▶ _What you are asked to do_
Go through the records below and return each line that has "named" in it.

▶ _Excerpted records_

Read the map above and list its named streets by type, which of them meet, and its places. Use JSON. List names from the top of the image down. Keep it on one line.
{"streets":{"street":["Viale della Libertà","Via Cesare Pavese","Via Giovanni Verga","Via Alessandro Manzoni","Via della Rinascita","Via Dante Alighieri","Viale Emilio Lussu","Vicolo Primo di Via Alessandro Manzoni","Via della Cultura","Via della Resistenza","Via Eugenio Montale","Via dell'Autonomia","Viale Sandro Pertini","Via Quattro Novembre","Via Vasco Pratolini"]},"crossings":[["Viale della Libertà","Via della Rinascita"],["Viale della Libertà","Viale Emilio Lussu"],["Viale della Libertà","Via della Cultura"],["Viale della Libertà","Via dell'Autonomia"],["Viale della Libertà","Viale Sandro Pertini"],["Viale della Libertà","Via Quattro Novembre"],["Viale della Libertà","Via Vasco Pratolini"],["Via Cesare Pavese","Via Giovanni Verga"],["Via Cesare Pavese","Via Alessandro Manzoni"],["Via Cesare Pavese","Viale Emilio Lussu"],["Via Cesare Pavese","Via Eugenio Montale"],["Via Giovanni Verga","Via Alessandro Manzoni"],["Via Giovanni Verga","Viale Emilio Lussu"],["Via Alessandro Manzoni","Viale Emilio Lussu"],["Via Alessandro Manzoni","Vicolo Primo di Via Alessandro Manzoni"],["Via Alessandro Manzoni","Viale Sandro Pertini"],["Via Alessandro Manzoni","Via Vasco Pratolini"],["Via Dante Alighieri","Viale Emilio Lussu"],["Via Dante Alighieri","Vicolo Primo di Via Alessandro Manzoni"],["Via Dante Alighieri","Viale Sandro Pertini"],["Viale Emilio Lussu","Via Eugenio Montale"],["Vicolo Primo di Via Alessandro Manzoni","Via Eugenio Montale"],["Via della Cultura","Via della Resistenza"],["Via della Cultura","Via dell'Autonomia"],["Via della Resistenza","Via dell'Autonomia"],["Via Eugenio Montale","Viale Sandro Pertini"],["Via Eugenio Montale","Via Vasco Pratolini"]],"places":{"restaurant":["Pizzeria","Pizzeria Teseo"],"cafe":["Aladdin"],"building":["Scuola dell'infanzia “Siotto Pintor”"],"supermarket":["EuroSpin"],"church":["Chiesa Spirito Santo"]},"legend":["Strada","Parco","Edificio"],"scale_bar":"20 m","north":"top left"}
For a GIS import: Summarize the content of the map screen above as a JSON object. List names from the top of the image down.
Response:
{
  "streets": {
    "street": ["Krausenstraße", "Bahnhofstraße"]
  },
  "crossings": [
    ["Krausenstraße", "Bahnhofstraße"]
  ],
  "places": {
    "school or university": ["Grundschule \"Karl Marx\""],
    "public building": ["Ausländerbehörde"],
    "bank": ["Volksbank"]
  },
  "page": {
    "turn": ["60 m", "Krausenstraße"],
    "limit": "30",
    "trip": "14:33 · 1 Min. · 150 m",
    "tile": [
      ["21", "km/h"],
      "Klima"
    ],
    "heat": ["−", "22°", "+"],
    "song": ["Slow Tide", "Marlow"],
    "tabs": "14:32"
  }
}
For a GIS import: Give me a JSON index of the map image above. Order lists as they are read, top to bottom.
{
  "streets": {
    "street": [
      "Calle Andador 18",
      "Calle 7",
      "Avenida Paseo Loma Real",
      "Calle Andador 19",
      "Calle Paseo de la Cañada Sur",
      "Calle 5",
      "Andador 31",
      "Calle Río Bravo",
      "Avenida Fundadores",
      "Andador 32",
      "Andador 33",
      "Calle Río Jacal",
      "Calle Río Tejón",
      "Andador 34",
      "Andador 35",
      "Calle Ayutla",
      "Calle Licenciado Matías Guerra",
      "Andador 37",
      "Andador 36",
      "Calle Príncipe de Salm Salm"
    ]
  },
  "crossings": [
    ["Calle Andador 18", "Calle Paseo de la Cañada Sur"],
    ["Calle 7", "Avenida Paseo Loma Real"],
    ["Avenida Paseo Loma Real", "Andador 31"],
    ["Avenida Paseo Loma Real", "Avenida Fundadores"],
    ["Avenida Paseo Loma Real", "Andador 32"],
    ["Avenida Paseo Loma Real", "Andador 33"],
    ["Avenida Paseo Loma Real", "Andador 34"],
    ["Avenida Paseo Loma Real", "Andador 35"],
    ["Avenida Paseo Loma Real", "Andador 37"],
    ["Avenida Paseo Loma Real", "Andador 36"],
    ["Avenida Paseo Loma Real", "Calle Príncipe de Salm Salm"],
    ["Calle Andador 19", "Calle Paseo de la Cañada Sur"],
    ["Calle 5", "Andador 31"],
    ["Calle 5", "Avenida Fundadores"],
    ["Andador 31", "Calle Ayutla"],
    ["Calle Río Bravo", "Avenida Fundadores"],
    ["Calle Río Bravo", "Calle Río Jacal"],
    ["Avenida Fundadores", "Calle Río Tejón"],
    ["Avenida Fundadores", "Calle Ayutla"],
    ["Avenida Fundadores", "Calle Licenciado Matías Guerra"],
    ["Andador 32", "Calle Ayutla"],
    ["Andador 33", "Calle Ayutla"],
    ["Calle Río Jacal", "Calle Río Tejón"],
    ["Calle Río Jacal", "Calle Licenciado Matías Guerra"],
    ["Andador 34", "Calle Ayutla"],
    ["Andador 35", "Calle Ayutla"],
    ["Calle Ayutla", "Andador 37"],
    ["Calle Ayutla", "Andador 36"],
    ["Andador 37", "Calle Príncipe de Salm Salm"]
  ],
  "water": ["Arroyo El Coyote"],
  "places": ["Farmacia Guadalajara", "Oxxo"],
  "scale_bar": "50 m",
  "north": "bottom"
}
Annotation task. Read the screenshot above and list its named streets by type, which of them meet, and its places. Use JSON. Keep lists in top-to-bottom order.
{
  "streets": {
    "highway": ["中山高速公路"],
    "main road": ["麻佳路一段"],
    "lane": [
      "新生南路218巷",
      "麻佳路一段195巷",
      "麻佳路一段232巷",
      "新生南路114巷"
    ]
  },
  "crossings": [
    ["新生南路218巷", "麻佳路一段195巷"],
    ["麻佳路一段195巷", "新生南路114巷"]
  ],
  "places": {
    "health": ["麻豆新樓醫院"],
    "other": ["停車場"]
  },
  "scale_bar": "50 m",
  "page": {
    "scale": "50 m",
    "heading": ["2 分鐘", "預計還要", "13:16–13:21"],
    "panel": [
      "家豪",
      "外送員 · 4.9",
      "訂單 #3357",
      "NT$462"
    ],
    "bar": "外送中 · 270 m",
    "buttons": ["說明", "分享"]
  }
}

▶ _Task output_
Read the map above and list its named streets by type, which of them meet, and its places. Use JSON. List names from the top of the image down. Keep it on one line.
Annotation task. Read the screenshot above and list its named streets by type, which of them meet, and its places. Use JSON. Keep lists in top-to-bottom order.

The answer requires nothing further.